Designing Research in an Insta-Everything World
By Caleb Costa
Research suggests attention spans are shortening.
Sociologist David Moxon of Lloyds conducted a study with 1000 people that showed the average attention span has fallen to just 5 minutes, down from 12 minutes 10 years prior. “More than ever, research is highlighting a trend in reduced attention and concentration spans, and as our experiment suggests, the younger generation appear to be the worst afflicted,” said Dr. Moxon, who led the survey.
I recently read an interesting article that discussed a new practice gaining popularity in top medical schools to help combat shortened attention spans in young physicians. It’s called a “museum intervention” and is mandatory at Yale’s School of Medicine for all first-year medical students. The goal of the course is to enhance observational skills and improve diagnostic knack by teaching students to slow down and focus on the details by describing what they see in Victorian era paintings.
When designing market research, micro methodologies accommodate shorter attention spans by asking respondents to complete surveys in just 2-5 minutes. A “micro experience” offers respondents the convenience of participating in between other important daily activities without having to set aside a large block of time for market research. Fundamentally, micro methods capture a respondent’s attention because they fit the way we’ve grown accustomed to interacting in an insta-everything world. In my own personal experience with surveys, I begin to repeatedly check the status bar after about 5 minutes to see how close I am to completion and to earning my reward. Ask yourself, when was the last time you spent 30 or 45 minutes intently taking a survey?
One of the most memorable lessons a colleague of mine shared after some 30 years as a social scientist was, “don’t forget respondents are people too”. It’s a fairly simple concept but is often overlooked as we design surveys using complex methodologies and with exploratory aspirations. It’s easy to forget to focus on the respondent experience; after all we presume a meager honorarium is sufficient motivation for continued attention to each battery of questions.

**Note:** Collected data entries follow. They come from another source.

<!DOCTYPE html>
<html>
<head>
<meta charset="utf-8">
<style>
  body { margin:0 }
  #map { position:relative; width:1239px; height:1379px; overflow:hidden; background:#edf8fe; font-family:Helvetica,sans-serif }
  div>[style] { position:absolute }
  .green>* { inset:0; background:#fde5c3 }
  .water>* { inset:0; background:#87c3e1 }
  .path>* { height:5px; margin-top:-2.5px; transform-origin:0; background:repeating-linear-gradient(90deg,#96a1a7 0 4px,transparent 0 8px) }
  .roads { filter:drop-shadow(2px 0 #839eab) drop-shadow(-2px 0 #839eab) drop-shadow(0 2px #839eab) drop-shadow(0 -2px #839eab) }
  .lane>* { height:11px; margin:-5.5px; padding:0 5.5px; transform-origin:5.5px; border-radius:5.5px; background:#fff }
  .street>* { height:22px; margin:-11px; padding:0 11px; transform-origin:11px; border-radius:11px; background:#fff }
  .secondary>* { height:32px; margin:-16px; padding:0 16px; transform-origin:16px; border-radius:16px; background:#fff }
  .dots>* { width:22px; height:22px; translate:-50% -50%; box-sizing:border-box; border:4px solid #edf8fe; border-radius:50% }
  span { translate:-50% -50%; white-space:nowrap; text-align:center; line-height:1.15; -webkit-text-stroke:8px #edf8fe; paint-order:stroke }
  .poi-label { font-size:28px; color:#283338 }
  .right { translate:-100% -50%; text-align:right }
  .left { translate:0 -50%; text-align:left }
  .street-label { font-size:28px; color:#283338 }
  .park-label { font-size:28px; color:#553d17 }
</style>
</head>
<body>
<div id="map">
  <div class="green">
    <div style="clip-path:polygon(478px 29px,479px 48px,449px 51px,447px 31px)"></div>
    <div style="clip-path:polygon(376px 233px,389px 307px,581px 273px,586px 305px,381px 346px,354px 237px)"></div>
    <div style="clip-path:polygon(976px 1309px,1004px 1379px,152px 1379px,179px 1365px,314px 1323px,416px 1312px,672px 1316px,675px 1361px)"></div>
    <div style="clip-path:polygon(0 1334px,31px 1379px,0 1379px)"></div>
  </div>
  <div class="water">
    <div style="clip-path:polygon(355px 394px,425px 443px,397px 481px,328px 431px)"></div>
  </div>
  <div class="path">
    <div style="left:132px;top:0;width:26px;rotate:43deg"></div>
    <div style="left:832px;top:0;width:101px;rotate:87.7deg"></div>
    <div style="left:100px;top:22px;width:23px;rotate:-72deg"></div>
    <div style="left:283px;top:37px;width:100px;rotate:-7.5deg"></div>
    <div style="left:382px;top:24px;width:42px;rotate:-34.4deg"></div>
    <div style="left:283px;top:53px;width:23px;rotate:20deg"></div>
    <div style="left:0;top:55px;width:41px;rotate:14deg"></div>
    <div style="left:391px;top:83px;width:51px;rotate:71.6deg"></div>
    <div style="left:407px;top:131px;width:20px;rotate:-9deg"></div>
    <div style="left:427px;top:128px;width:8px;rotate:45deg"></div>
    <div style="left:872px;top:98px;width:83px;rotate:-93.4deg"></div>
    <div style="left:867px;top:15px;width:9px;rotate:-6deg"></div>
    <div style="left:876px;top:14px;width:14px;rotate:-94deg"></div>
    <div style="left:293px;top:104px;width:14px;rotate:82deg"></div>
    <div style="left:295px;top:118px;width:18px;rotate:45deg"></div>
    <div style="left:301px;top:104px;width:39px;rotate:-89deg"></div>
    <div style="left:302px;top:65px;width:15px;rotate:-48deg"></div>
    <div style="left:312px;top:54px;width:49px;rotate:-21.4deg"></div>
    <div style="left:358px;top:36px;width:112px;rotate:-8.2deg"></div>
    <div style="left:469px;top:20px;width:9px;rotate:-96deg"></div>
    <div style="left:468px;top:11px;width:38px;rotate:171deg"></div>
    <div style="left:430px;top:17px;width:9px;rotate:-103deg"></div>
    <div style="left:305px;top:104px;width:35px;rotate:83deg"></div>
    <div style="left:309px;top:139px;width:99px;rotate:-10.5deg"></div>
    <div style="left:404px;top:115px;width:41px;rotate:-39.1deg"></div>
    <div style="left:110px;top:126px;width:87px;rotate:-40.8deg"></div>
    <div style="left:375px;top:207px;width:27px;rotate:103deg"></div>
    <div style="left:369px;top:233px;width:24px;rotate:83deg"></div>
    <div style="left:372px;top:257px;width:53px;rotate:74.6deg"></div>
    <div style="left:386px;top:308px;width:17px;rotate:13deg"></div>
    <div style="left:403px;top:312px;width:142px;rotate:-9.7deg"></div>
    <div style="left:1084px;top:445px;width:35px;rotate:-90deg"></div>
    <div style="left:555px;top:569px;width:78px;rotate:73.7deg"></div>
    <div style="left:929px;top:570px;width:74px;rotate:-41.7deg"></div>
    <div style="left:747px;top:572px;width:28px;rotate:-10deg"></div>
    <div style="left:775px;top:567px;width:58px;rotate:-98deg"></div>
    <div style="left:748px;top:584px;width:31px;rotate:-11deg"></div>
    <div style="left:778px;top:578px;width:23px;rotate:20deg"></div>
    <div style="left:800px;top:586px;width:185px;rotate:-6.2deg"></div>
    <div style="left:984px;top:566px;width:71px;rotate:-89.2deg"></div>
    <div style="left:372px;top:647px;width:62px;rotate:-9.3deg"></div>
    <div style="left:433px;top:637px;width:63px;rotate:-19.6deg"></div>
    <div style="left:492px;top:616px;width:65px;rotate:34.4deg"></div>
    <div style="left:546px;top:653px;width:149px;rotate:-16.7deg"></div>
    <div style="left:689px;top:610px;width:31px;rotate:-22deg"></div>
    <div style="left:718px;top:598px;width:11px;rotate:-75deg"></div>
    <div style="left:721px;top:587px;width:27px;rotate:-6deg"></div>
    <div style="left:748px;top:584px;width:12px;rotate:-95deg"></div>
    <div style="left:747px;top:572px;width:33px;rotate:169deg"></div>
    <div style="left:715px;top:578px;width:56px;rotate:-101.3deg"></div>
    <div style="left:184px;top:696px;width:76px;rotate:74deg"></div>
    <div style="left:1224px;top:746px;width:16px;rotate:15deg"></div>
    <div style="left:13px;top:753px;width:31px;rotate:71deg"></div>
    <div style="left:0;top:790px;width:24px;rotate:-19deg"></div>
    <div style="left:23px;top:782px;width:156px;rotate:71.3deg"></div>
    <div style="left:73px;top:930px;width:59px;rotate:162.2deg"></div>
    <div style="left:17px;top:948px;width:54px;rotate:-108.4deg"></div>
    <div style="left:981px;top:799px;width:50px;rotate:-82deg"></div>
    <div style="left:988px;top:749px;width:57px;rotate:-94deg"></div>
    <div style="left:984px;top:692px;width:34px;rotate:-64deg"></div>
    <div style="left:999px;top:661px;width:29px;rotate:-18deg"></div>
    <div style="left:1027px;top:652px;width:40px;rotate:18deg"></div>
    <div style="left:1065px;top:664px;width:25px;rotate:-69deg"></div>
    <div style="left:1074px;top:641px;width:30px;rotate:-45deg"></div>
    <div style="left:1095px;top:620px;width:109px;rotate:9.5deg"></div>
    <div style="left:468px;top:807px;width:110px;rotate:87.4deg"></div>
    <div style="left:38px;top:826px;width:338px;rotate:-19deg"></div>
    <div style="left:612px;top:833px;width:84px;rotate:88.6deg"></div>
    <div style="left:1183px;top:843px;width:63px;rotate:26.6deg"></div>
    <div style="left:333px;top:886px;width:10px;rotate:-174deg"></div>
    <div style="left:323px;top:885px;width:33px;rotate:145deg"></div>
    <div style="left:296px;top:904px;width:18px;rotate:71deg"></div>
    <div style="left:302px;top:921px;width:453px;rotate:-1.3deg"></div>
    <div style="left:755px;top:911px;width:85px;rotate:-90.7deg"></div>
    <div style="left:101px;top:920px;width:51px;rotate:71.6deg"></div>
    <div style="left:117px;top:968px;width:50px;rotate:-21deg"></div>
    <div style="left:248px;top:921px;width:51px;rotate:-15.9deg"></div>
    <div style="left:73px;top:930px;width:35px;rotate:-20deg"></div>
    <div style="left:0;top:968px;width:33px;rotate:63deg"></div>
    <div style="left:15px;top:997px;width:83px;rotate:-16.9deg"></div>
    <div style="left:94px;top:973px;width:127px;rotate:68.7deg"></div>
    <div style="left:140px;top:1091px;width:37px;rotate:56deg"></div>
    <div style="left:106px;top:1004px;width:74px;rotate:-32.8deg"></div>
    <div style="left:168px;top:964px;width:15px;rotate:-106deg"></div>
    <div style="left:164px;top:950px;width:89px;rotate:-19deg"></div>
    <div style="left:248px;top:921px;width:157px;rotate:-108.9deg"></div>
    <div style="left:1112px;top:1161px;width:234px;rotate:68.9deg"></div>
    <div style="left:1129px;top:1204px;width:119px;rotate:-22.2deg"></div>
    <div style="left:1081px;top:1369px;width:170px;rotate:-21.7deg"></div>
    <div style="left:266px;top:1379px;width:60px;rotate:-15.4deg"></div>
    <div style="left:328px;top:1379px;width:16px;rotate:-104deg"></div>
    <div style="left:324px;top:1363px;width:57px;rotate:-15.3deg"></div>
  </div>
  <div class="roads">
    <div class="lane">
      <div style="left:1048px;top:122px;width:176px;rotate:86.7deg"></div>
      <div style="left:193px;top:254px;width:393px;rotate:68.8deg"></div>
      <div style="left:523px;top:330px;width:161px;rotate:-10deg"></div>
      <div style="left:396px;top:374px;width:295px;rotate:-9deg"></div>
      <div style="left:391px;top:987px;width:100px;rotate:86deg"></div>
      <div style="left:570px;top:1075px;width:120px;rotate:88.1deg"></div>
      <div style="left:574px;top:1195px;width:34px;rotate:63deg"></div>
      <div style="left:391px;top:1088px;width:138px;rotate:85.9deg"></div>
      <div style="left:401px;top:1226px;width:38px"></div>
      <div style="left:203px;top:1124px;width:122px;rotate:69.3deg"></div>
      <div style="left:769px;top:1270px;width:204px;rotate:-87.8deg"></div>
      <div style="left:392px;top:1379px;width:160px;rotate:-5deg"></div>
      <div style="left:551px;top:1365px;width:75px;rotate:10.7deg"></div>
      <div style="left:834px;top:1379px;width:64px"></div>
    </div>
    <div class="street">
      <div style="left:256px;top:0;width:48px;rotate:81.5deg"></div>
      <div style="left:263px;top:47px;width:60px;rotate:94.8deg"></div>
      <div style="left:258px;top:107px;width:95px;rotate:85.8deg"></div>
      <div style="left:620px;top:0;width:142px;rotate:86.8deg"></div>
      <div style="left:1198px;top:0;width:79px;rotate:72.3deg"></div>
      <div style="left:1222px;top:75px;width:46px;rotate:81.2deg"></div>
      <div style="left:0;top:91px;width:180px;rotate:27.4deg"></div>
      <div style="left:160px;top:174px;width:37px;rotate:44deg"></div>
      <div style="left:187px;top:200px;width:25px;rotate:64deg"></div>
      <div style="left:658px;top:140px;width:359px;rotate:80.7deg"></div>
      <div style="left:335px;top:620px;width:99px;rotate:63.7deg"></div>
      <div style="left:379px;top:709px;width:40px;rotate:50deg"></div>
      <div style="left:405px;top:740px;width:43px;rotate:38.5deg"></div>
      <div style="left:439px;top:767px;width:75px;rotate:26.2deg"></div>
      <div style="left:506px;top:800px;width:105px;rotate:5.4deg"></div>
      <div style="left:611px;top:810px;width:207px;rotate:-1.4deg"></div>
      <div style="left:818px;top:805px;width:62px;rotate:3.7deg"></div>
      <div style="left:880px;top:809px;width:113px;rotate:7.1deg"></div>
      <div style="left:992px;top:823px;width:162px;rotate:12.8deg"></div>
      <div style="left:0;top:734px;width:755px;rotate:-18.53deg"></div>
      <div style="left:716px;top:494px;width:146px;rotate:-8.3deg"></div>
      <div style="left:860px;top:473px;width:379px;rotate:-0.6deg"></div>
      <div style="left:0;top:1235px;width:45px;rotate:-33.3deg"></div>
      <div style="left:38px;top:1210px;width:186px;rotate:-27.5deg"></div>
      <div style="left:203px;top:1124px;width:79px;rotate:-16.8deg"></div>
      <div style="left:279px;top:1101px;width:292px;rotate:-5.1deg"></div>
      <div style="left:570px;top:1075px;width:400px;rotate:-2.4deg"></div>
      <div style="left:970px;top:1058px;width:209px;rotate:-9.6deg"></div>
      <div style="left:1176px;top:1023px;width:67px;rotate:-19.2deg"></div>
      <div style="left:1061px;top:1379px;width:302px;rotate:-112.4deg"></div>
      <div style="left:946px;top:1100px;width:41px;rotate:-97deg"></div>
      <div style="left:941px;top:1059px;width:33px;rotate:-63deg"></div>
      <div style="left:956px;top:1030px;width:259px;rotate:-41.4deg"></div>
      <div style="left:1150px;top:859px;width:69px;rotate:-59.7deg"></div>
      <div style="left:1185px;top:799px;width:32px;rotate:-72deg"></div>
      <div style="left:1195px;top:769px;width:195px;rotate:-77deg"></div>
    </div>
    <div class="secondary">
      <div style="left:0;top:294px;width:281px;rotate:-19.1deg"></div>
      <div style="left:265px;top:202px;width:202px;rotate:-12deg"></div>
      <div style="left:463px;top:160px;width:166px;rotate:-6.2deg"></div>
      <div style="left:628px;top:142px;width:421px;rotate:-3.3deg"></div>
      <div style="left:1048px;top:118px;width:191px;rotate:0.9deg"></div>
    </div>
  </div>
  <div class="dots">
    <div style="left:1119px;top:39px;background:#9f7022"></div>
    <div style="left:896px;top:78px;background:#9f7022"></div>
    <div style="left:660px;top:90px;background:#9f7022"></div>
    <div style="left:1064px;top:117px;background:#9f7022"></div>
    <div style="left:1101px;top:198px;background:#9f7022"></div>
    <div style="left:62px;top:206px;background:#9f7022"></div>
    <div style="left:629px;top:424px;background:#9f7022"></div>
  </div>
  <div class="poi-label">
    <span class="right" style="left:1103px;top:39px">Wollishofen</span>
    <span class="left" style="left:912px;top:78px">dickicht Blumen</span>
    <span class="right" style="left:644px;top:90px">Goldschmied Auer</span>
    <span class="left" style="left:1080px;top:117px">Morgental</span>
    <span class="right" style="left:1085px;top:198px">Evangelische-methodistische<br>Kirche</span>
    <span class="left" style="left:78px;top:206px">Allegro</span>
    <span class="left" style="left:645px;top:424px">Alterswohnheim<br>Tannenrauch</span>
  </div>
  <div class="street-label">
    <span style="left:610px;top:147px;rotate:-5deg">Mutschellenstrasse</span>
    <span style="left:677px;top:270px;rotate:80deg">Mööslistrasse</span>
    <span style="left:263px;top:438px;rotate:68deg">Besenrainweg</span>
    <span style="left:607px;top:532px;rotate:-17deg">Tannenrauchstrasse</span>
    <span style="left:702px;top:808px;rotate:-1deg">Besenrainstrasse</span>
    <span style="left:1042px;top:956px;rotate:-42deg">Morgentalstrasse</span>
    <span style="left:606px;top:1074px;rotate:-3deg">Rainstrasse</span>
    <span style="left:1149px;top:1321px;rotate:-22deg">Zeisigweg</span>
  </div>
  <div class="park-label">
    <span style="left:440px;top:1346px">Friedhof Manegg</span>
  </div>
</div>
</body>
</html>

Getting closer to your (respondent) customer means interacting in ways that are convenient for them, which in turn will yield the best quality data for you. A well-constructed micro survey drills down to focus on only what’s most important. Micro surveys or mini qualitative interviews aren’t designed to replace large-scale market research, such as forecasting or segmentation projects, but rather to help drive improved clarity and strategic decision-making before and after these pivotal longer term projects. A healthy blend of micro experience research with your target audience enables you to reach them more often and in ways that fit their lifestyle, providing additional insight into past and future behavior.
When thinking about lifestyle and convenience for respondents I would be remiss not to mention the continued increase in mobile survey usage. During the month of April in our own research with some 1,661 physicians, we found that 54% completed surveys on their mobile phones, 8% on a tablet and these numbers continue to increase. Perhaps it’s not surprising that a greater number of physicians prefer to engage in market research using mobile devices, but it does mean that all online research should always be designed with this in mind.
I’d like to share a few best practices we’ve grown to adopt at InCrowd after analyzing response rates and dropout data from hundreds of micro surveys with physicians globally. When designing a micro-survey, start by selecting a user friendly and intuitive survey application. The good news is technology in this area is continuing to improve and isn’t too hard to locate. You will also need some familiarity with the way your selected application renders the survey on mobile devices to optimize for a positive mobile user experience.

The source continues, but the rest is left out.